■ **Instructions for the task**: Check each line of the material below for the word "none". Say how many lines have it, and nothing else.
[Records for processing]
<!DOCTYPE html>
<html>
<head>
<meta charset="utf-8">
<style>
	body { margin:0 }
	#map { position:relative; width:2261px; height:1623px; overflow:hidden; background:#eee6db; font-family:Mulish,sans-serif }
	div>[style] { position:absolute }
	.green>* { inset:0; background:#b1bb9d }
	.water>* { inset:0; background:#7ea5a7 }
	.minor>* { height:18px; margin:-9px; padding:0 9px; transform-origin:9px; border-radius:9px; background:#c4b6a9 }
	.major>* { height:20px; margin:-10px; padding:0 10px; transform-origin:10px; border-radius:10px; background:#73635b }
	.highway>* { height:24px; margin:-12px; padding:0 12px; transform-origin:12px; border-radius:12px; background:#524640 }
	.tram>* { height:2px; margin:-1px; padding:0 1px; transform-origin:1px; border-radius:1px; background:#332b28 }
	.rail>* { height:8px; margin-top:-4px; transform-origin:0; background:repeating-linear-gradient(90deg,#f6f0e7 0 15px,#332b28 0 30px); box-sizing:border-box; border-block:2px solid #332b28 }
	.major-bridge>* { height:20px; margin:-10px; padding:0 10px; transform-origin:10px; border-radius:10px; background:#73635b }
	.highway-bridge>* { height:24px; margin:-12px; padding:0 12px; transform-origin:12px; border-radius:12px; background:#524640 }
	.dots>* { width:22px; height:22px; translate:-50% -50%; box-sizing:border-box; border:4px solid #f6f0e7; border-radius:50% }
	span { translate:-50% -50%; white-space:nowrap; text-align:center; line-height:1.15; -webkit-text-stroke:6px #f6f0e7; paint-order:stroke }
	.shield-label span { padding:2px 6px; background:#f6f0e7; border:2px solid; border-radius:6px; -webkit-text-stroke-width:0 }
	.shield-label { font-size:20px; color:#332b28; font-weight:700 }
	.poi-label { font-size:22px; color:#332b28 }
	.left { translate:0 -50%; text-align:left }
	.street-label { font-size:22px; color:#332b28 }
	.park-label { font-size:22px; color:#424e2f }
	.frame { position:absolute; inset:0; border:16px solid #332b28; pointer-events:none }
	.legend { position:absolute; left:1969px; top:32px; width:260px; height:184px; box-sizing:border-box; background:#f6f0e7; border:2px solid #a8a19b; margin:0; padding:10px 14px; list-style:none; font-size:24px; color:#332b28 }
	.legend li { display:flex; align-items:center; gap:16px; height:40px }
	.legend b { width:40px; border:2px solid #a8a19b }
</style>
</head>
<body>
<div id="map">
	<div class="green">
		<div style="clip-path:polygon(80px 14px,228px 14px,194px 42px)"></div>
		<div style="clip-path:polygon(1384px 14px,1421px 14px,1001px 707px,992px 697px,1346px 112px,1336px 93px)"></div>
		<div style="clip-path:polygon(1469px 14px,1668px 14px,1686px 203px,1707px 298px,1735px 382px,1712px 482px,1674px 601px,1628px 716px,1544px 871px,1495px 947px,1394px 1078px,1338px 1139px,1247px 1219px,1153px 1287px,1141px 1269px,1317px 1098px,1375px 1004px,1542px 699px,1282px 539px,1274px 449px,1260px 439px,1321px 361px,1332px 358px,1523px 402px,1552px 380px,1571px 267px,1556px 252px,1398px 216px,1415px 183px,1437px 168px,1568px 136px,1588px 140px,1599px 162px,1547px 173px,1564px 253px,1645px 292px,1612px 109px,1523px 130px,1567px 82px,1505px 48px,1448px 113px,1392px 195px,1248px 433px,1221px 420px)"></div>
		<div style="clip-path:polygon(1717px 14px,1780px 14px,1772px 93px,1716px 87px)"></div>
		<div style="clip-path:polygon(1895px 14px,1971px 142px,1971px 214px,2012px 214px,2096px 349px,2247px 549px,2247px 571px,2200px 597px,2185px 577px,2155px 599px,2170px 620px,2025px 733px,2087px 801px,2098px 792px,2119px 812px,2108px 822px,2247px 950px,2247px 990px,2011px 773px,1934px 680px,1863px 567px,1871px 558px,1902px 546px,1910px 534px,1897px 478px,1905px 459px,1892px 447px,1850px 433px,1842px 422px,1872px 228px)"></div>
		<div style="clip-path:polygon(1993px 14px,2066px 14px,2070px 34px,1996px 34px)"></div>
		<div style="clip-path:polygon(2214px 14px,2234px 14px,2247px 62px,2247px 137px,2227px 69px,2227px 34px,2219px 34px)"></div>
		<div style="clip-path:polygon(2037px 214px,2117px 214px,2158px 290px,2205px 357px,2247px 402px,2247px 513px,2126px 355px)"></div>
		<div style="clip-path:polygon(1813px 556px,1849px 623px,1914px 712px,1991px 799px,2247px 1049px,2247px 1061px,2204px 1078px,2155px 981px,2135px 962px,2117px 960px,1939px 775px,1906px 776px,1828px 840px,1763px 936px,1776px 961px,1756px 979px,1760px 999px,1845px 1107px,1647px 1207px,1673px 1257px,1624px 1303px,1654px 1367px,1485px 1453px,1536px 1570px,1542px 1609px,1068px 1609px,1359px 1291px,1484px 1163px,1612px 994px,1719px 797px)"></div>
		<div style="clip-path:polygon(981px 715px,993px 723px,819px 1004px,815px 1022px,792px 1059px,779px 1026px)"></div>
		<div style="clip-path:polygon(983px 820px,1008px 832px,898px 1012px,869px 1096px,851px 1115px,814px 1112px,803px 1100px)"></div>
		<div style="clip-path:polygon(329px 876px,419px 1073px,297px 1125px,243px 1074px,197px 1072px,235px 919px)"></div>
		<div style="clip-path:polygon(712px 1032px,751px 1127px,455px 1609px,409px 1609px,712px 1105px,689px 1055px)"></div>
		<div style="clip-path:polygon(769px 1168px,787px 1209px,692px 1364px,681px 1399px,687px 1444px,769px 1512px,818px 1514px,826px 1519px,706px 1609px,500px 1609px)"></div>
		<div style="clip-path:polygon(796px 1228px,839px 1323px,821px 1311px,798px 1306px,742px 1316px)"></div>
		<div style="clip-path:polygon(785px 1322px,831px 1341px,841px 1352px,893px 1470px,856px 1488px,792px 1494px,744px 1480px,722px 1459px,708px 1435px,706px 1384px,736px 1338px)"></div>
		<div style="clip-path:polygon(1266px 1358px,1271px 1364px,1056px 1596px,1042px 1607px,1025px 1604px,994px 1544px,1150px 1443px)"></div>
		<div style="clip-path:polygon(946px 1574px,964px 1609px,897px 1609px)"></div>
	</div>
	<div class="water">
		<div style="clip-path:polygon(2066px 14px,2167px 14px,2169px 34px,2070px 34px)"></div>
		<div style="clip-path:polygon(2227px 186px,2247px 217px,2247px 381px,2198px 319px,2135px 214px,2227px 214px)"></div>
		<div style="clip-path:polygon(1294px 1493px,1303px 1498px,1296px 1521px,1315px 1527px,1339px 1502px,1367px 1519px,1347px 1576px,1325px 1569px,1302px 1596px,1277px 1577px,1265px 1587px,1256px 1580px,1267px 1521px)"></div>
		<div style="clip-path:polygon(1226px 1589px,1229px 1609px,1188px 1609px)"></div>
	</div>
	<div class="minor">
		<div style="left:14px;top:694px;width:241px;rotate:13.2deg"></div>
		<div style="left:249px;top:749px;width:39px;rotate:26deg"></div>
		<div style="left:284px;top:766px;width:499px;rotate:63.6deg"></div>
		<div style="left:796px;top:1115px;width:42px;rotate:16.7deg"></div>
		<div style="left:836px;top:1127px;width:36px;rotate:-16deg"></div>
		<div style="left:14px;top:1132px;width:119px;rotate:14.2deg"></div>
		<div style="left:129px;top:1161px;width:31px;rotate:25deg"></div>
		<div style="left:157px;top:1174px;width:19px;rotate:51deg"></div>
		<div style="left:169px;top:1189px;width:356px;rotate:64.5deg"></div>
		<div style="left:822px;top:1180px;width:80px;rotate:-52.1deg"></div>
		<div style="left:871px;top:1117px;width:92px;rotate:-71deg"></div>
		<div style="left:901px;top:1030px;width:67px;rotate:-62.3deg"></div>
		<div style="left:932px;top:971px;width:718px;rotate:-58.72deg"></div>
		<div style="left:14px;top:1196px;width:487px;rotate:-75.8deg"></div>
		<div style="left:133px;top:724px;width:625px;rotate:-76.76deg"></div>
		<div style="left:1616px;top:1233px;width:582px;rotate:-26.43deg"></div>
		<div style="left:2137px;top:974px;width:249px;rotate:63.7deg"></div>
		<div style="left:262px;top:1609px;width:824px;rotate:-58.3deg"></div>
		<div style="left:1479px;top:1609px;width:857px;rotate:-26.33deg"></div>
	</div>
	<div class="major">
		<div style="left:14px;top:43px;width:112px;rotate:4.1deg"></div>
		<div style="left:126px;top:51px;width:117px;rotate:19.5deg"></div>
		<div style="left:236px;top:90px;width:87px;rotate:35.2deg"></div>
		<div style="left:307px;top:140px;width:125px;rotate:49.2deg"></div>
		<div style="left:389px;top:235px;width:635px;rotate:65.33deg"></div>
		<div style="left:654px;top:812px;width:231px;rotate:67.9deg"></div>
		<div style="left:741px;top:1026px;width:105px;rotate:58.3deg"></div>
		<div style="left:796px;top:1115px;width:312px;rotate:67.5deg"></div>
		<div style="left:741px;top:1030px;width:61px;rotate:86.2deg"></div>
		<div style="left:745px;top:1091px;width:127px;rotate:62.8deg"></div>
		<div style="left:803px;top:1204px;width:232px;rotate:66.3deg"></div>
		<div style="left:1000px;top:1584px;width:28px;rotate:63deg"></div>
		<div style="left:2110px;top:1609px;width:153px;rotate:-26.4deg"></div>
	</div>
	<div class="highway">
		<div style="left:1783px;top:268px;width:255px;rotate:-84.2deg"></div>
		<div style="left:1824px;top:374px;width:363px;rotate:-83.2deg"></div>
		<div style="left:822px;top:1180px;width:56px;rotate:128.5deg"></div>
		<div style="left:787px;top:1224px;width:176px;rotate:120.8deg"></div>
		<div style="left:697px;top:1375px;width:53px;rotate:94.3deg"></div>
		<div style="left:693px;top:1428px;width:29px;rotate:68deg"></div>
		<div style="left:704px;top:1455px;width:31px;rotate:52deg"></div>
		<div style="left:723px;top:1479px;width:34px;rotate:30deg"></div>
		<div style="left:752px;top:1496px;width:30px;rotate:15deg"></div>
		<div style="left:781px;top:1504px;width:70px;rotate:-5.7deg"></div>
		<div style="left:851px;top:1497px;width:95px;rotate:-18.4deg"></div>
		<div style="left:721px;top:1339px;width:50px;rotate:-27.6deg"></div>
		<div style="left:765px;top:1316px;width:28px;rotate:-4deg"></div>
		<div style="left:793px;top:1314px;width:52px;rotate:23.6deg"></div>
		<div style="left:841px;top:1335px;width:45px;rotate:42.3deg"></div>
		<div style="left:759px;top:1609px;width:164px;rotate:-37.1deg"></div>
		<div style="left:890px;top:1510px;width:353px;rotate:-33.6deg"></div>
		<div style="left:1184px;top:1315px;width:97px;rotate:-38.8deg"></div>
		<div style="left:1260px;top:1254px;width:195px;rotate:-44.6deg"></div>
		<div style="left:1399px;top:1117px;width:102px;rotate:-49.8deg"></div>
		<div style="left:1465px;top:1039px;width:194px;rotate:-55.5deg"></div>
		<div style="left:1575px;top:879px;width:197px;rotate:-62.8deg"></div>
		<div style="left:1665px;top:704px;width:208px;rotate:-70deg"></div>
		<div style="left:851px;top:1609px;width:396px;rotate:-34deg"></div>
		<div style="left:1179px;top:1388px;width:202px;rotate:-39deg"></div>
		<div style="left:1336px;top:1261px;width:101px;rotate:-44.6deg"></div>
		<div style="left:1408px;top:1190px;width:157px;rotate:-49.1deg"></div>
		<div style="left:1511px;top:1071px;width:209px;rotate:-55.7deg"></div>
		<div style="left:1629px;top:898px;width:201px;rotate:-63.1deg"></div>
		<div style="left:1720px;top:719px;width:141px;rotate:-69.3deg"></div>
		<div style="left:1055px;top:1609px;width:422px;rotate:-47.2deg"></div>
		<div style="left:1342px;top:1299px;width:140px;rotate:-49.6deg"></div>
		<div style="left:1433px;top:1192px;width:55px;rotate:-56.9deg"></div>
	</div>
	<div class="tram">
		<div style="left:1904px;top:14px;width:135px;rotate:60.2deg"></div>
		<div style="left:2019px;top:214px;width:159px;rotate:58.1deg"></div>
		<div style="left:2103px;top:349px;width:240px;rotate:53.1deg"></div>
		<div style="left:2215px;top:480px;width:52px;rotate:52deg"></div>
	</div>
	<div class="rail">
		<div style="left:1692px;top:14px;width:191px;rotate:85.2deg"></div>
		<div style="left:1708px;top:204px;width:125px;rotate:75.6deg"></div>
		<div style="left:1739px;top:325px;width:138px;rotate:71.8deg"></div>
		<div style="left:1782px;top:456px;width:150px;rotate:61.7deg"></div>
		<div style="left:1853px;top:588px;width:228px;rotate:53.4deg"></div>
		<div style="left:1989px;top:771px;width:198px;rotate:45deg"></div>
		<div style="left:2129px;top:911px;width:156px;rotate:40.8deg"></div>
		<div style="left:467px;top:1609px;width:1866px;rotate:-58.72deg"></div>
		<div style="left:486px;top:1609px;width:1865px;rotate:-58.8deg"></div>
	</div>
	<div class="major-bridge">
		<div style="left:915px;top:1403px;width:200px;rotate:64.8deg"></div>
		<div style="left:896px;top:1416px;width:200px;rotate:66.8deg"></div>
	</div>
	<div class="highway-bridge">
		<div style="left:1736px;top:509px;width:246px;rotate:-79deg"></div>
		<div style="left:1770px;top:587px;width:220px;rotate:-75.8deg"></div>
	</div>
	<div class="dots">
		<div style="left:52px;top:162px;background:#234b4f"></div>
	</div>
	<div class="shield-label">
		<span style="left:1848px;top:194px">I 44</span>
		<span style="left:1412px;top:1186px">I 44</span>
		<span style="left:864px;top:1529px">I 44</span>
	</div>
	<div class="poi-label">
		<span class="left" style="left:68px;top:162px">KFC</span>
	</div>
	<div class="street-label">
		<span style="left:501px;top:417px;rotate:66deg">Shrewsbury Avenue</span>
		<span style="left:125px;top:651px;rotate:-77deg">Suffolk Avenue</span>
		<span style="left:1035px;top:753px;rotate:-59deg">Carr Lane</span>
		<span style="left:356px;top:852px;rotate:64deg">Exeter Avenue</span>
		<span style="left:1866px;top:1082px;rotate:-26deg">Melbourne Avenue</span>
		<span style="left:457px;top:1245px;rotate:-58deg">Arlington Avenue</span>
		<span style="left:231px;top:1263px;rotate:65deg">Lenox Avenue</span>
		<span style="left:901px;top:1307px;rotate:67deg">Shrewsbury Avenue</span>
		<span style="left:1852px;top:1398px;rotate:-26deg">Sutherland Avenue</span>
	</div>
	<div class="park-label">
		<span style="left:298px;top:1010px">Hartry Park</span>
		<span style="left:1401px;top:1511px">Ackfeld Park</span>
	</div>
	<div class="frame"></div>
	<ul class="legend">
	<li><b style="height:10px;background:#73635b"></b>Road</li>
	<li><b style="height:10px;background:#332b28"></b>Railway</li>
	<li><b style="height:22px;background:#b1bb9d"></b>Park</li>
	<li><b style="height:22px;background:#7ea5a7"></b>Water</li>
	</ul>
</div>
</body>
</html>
[/Records for processing]
■ **Problem solution**: 2